Ever since human beings existed, fur was used as garment. Since the dawn of civilization the human being tries to produce precious fabrics and tissues with the help of countless different modern techniques. But none of them is so substantial and fascinating like the hide of an animal.

To catch the smooth structure and the delicate color gradients of fur I scanned it first. The resulting pictures were printed on paper, cut into slices and woven afterwards. Exemplarily I used a pattern which can be found in many different cultures (the eight-leaved rose, also known as “norwegian Pattern“). In this way I could combine a traditional technique and historical patterns with the material fur regardless it‘s haptic qualities.

In my mind, fur was always linked to luxury and sophisticated women but also as an object of everyday use, which one can find in nearly every household. At the same time fur is one of the most discussed materials, because its production kills animals. In my eyes fur is a traditional material full of antitheses.

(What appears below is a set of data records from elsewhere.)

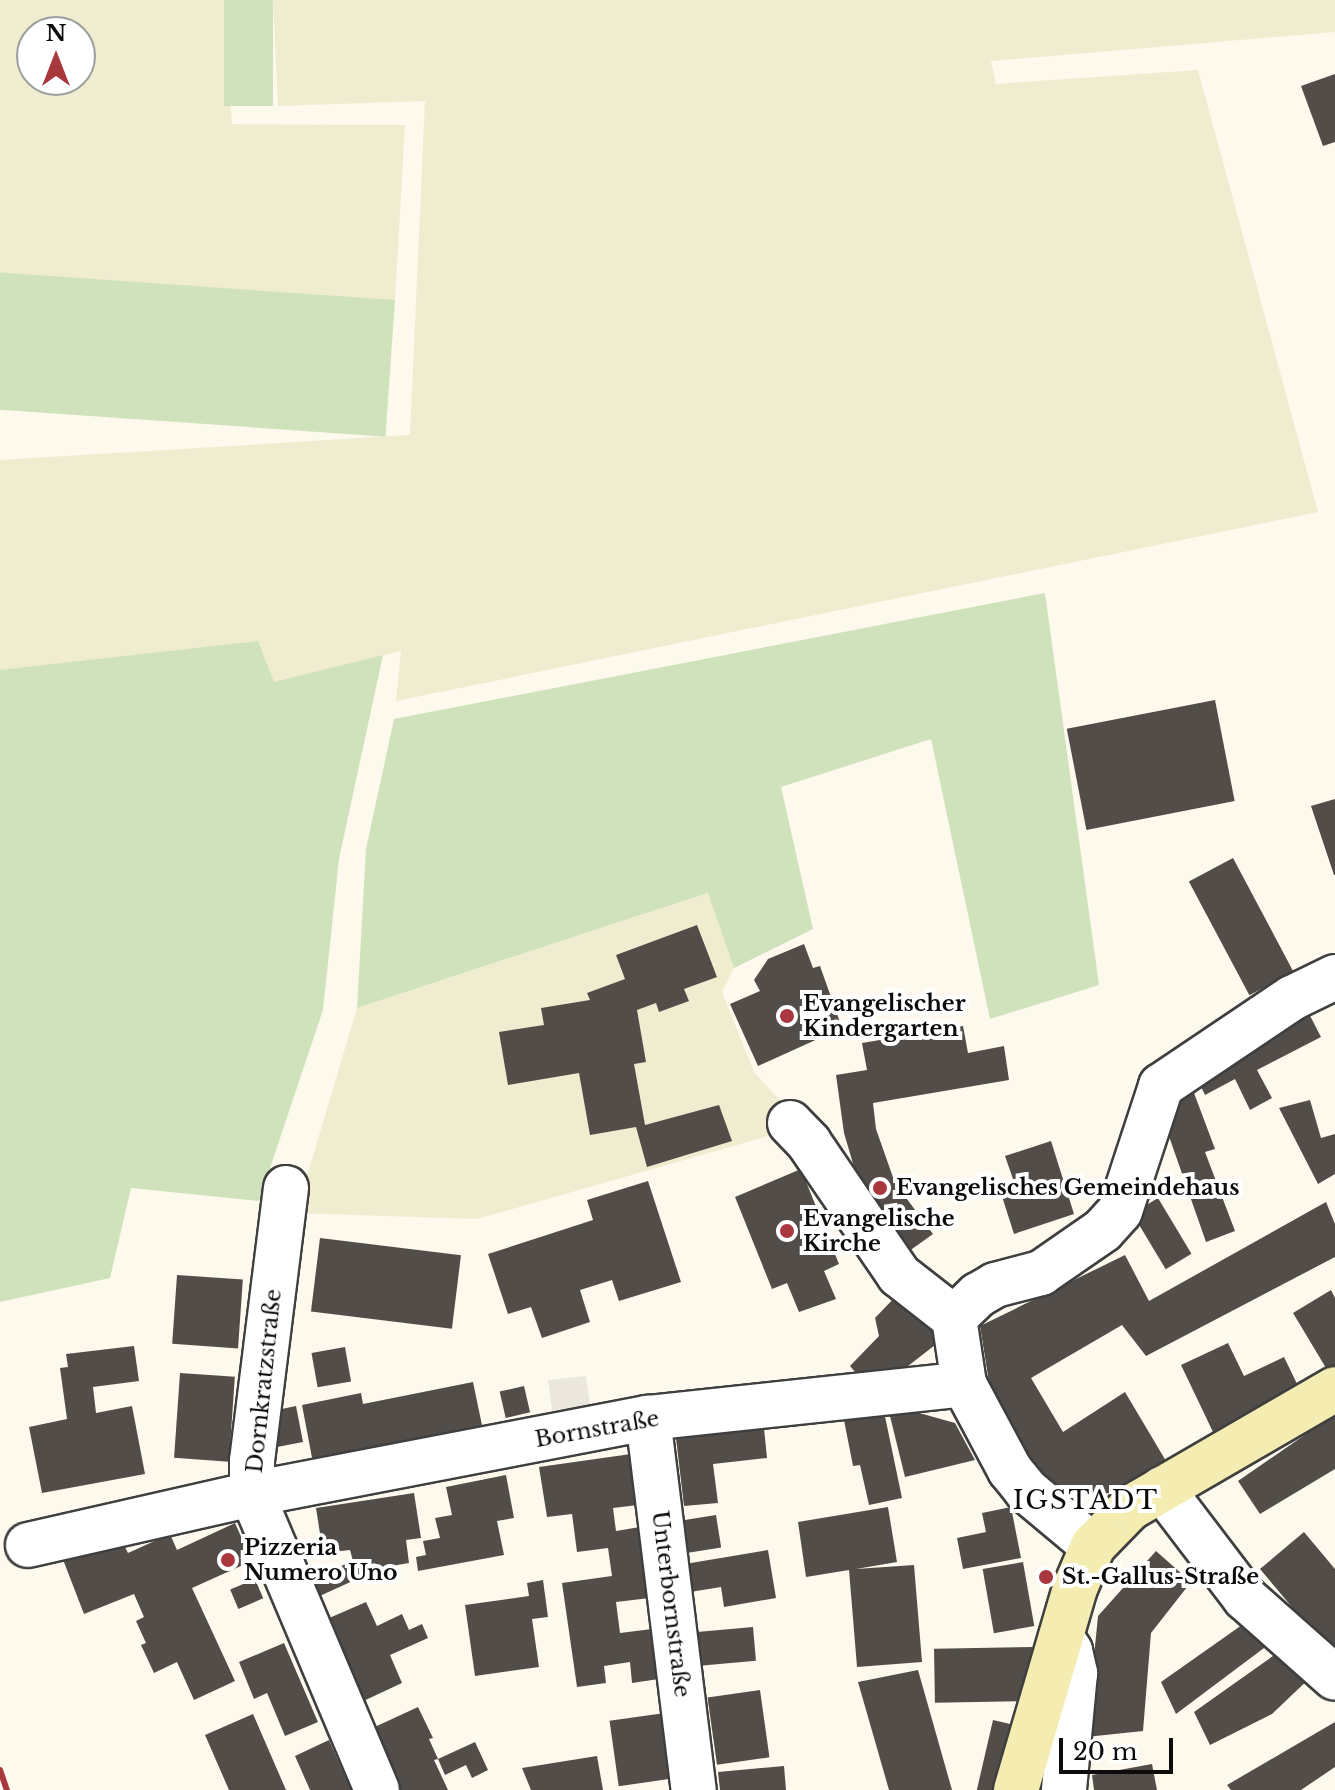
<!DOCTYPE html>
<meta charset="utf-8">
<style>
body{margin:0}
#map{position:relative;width:1335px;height:1790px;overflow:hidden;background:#fdf9ed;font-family:"Libre Baskerville",serif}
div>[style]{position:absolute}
.farmland>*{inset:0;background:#efecd0}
.green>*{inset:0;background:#d0e2bb;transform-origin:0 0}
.plaza>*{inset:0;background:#ebe7dd}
.building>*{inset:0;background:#534d4a;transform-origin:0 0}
.roads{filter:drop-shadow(2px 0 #3f3f3f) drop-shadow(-2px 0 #3f3f3f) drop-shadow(0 2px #3f3f3f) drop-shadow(0 -2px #3f3f3f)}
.minor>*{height:44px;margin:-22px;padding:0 22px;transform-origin:22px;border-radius:22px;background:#fff}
.secondary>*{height:44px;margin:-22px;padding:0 22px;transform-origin:22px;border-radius:22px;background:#f4ecb1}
.rail>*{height:6px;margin:-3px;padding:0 3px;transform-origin:3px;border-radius:3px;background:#a9373e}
.dots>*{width:22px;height:22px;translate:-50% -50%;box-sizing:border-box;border:4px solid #fff;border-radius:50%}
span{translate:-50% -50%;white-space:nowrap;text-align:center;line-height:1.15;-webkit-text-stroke:8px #fff;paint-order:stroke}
.poi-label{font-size:22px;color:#0c0c0c;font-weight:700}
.left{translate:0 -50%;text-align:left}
.street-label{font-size:22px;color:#0c0c0c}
.quarter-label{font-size:26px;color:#0c0c0c;letter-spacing:2px}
.north{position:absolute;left:16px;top:16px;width:80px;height:80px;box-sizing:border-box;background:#fff;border:2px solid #9e9e9e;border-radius:50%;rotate:0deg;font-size:22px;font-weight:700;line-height:32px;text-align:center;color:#0c0c0c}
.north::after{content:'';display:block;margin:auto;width:28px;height:36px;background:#a9373e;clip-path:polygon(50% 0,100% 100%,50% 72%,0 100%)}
.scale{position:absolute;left:1059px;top:1738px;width:114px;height:36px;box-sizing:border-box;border:4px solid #0c0c0c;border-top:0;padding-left:10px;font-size:24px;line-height:28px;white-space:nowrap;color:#0c0c0c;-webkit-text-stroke:6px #fff;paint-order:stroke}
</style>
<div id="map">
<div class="farmland">
<div style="clip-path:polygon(evenodd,0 0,224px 0,232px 124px,405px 125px,395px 300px,0 323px,0 0,32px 32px,80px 32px,80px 80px,32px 80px,32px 32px)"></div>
<div style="clip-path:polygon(273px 0,1335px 0,1335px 32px,991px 61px,996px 84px,1198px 70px,1318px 512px,396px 701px,401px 651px,274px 682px,0 670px,0 460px,410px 435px,425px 101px,278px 106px)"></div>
<div style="clip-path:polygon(709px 893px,734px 968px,722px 992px,754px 1072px,803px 1126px,477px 1219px,296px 1213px,357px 1008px)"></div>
</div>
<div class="green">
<div style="left:224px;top:0;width:49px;height:106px"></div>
<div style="left:395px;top:300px;width:137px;height:396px;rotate:94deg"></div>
<div style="clip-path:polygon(1045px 593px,1099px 985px,990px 1019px,931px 739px,781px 787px,813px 929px,734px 968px,708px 893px,357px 1008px,366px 849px,394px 719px)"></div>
<div style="clip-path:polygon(258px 641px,274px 682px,383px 655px,339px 859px,323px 1010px,259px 1201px,131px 1188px,110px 1278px,0 1302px,0 670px)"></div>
</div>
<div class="plaza">
<div style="clip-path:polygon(586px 1376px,590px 1406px,575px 1408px,575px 1417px,565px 1418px,563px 1409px,552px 1410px,548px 1380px)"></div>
</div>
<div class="building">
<div style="clip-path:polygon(1335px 74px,1335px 142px,1323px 146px,1301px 86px)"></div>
<div style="left:1215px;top:700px;width:103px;height:151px;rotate:79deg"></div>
<div style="clip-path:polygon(1335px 799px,1335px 875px,1334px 875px,1311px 806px)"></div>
<div style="left:1233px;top:858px;width:129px;height:50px;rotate:62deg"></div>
<div style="clip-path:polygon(697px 925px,717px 977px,684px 989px,689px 1001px,659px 1012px,656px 1003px,637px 1010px,646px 1062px,634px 1064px,645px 1125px,719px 1105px,732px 1141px,647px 1167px,636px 1127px,590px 1135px,579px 1073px,508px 1085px,499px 1032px,544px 1025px,541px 1008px,590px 1000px,587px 993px,625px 979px,616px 955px)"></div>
<div style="clip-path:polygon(804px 944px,813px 968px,820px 966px,842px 1028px,758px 1066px,730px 1004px,760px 991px,754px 980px,768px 959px)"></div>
<div style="clip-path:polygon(1305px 1006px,1321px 1037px,1257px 1070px,1272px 1098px,1250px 1110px,1235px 1079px,1205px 1095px,1194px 1072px)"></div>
<div style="clip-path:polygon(963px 1026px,968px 1053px,1004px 1046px,1009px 1080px,873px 1103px,876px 1129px,895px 1183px,933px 1234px,905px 1254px,862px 1194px,844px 1133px,836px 1075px,867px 1070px,862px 1043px)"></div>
<div style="clip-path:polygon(1194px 1093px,1215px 1149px,1205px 1152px,1235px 1231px,1206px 1242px,1158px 1105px)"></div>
<div style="clip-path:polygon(1310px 1100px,1321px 1138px,1335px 1134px,1335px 1174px,1318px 1184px,1279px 1108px)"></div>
<div style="clip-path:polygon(1051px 1141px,1074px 1214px,1014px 1234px,998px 1184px,1013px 1179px,1005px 1156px)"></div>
<div style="clip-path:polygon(801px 1169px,839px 1264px,824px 1271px,836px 1299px,799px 1312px,787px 1283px,772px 1289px,735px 1197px)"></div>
<div style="clip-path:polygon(648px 1181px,681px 1282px,619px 1301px,612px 1280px,580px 1290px,590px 1322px,542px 1338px,531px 1307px,508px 1314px,488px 1254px,593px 1220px,587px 1200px)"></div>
<div style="left:1158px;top:1198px;width:65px;height:30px;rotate:59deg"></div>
<div style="clip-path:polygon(1326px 1202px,1335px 1224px,1335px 1257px,1146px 1356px,1122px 1325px,1031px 1378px,1063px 1432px,1125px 1392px,1166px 1461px,1114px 1492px,1095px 1496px,1064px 1497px,1032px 1481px,992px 1401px,980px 1326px,1125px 1255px,1149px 1301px)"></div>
<div style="left:320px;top:1238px;width:142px;height:74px;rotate:7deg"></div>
<div style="left:177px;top:1275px;width:66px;height:69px;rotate:4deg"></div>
<div style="clip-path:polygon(1331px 1290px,1335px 1298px,1335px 1369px,1329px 1373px,1293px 1313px)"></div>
<div style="clip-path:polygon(897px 1295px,948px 1335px,899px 1373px,862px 1380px,850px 1366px,879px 1336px,875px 1318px)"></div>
<div style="clip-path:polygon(1228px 1343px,1244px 1376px,1284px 1357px,1300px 1390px,1213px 1432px,1181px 1365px)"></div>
<div style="clip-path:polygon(134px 1346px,139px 1381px,93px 1387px,96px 1413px,132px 1406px,145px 1474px,42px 1493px,29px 1427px,67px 1419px,60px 1368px,68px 1367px,66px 1354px)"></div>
<div style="left:345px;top:1347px;width:35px;height:34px;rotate:80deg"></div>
<div style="left:180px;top:1373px;width:55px;height:85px;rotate:4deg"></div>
<div style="clip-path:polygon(473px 1382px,483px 1430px,313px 1463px,302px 1405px,361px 1393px,363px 1404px)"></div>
<div style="left:524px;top:1386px;width:27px;height:25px;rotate:77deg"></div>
<div style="clip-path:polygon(882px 1402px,902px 1498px,869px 1505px,860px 1465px,853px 1466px,842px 1410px)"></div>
<div style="clip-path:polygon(887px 1404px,955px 1423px,975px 1460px,905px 1477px)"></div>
<div style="clip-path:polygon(296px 1406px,303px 1442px,277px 1447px,277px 1410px)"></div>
<div style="clip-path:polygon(1335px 1414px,1335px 1469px,1260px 1514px,1238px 1481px)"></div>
<div style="clip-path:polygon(764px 1428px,767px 1458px,713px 1464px,718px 1503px,684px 1506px,676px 1438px)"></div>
<div style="clip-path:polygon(631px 1454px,638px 1505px,613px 1508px,616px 1531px,640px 1527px,650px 1598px,616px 1602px,620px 1633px,652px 1629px,659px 1679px,632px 1683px,630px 1662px,604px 1666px,606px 1683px,577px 1687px,562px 1583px,612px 1576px,608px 1548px,577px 1552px,572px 1514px,547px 1517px,539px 1467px)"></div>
<div style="clip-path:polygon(506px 1475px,514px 1518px,497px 1521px,504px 1555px,418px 1571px,416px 1557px,426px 1555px,423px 1541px,440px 1538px,435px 1518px,452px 1515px,446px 1487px)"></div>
<div style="clip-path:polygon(414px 1493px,421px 1538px,406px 1540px,409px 1563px,374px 1569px,375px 1577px,357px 1579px,311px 1600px,299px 1576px,314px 1568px,317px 1576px,353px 1561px,350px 1550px,323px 1553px,316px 1508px)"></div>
<div style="clip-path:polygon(888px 1507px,897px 1562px,856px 1569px,914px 1565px,922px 1662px,857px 1667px,849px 1570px,806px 1577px,798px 1522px)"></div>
<div style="clip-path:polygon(1011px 1507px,1021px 1558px,963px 1569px,957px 1538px,986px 1532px,982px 1513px)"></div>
<div style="left:716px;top:1515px;width:33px;height:35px;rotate:81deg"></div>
<div style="clip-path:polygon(235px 1523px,252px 1561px,192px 1588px,235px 1681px,194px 1700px,177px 1662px,154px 1673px,141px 1645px,146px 1643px,136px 1621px,144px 1617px,134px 1594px,84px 1614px,62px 1557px,123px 1543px,128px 1553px,170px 1534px,177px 1550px)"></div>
<div style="clip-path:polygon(1304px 1532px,1335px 1569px,1335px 1646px,1329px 1651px,1260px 1569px)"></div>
<div style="clip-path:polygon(768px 1550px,776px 1598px,724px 1607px,721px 1587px,690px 1592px,685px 1564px)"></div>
<div style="clip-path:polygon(1156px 1551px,1191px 1582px,1151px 1633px,1143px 1731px,1086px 1737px,1098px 1616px)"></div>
<div style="left:1023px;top:1562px;width:65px;height:41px;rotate:80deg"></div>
<div style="left:255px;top:1579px;width:21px;height:27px;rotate:67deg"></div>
<div style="clip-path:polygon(543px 1580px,548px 1617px,532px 1619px,539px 1667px,475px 1676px,465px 1605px,529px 1596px,527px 1583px)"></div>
<div style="clip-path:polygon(366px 1602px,377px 1626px,402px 1614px,409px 1630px,422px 1624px,428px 1638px,390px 1655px,402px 1683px,357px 1704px,320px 1622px)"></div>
<div style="clip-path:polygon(1249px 1620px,1276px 1639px,1176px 1714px,1161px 1682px)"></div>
<div style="left:753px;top:1627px;width:34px;height:59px;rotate:85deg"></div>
<div style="clip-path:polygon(284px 1643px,318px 1722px,285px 1736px,267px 1693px,254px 1699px,239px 1662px)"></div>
<div style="left:1032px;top:1647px;width:54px;height:98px;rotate:89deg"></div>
<div style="clip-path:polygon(1280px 1651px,1314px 1674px,1272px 1714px,1210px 1745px,1194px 1712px)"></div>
<div style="clip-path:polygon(918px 1670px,952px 1790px,889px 1790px,858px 1682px)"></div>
<div style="left:760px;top:1690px;width:68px;height:53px;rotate:82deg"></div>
<div style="clip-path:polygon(418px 1707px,433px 1738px,429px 1739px,438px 1759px,434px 1760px,448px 1790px,393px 1790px,366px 1731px)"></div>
<div style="left:665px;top:1713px;width:66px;height:56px;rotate:82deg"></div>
<div style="clip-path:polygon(253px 1714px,286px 1790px,229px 1790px,205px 1735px)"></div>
<div style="left:993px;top:1720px;width:22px;height:72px;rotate:13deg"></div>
<div style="clip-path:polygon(1335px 1722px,1335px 1767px,1301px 1790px,1231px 1790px,1227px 1785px)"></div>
<div style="clip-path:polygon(329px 1740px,351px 1790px,310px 1790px,295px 1756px)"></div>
<div style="clip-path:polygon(475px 1742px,488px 1770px,472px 1778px,466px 1765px,445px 1775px,438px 1759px)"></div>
<div style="clip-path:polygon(597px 1756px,603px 1790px,531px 1790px,522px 1768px)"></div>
<div style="clip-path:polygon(1152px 1764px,1157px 1790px,1094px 1790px,1092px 1775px)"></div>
<div style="clip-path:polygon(784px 1766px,786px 1790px,720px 1790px,718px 1772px)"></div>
</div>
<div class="roads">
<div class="minor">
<div style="left:790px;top:1123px;width:28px;rotate:46deg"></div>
<div style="left:809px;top:1143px;width:160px;rotate:55.7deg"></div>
<div style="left:899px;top:1275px;width:70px;rotate:38deg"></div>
<div style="left:954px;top:1318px;width:67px;rotate:81.4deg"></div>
<div style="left:286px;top:1188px;width:275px;rotate:97.1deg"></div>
<div style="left:252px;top:1461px;width:33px;rotate:90deg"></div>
<div style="left:252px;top:1494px;width:321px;rotate:67.1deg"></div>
<div style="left:954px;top:1318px;width:33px;rotate:-44deg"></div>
<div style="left:978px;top:1295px;width:20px;rotate:-30deg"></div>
<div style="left:995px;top:1285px;width:48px;rotate:-14.6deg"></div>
<div style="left:1041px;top:1273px;width:75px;rotate:-34.7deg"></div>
<div style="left:1103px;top:1230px;width:25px;rotate:-48deg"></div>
<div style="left:1120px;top:1211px;width:132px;rotate:-71.8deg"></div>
<div style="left:1161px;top:1086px;width:158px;rotate:-33.9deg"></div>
<div style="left:1292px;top:998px;width:48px;rotate:-26deg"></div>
<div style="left:648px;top:1418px;width:375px;rotate:83deg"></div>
<div style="left:1162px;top:1489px;width:137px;rotate:52.7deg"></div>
<div style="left:1245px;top:1598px;width:120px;rotate:41.6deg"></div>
<div style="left:28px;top:1545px;width:230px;rotate:-12.8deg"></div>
<div style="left:252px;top:1494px;width:403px;rotate:-10.9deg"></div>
<div style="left:648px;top:1418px;width:318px;rotate:-6.1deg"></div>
<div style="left:964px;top:1384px;width:98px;rotate:61.9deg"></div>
<div style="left:1010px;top:1470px;width:26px;rotate:51deg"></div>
<div style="left:1026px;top:1490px;width:87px;rotate:39.9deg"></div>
<div style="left:1061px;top:1637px;width:17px;rotate:57deg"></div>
<div style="left:1070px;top:1651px;width:23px;rotate:77deg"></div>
<div style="left:1075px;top:1673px;width:118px;rotate:95.4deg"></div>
</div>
<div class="secondary">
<div style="left:1016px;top:1790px;width:210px;rotate:-73.7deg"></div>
<div style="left:1075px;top:1588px;width:46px;rotate:-66.8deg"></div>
<div style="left:1093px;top:1546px;width:53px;rotate:-45.8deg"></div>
<div style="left:1130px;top:1508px;width:237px;rotate:-30.1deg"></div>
</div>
</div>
<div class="rail">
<div style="left:0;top:1770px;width:21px;rotate:71deg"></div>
</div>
<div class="dots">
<div style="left:787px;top:1016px;background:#a9373e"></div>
<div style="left:880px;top:1188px;background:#a9373e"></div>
<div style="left:787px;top:1231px;background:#a9373e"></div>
<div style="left:228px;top:1560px;background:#a9373e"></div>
<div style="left:1046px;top:1577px;background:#a9373e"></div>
</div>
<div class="poi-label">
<span class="left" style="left:803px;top:1016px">Evangelischer<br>Kindergarten</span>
<span class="left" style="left:896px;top:1188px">Evangelisches Gemeindehaus</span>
<span class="left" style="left:803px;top:1231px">Evangelische<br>Kirche</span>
<span class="left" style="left:244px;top:1560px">Pizzeria<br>Numero Uno</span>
<span class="left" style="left:1062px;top:1577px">St.-Gallus-Straße</span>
</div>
<div class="street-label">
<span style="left:264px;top:1381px;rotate:-84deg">Dornkratzstraße</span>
<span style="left:597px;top:1429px;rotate:-10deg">Bornstraße</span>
<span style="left:671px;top:1604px;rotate:83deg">Unterbornstraße</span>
</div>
<div class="quarter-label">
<span style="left:1086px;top:1501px">IGSTADT</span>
</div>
<div class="north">N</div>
<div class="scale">20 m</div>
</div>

To emphasize the contrast, the organic fur should counteract to something unnatural or rigid. I discovered that porcelain is the most suitable medium for me. I started to dip fur into liquid porcelain. As a result of the moisture caused by the porcelain liquidity the fur becomes wet and freezes in this shape after a while. Into the kiln, at temperatures around 1200° C, the hair burns away and leaves a stiff bonelike porcelain shell- inflexible, cold an heavy. The outcome is a fragile piece of porcelain that can easily break by touching it. The resulting objects represent my point of view because they are changing the qualities while I work with them just like the fur changes it‘s innocent look when you start to deal with the production process.

The results of my work are fragile porcelain objects and large-sized weave works. They represent the central idea of my concept, by combining asthetics with critical questions about the topic fur and power.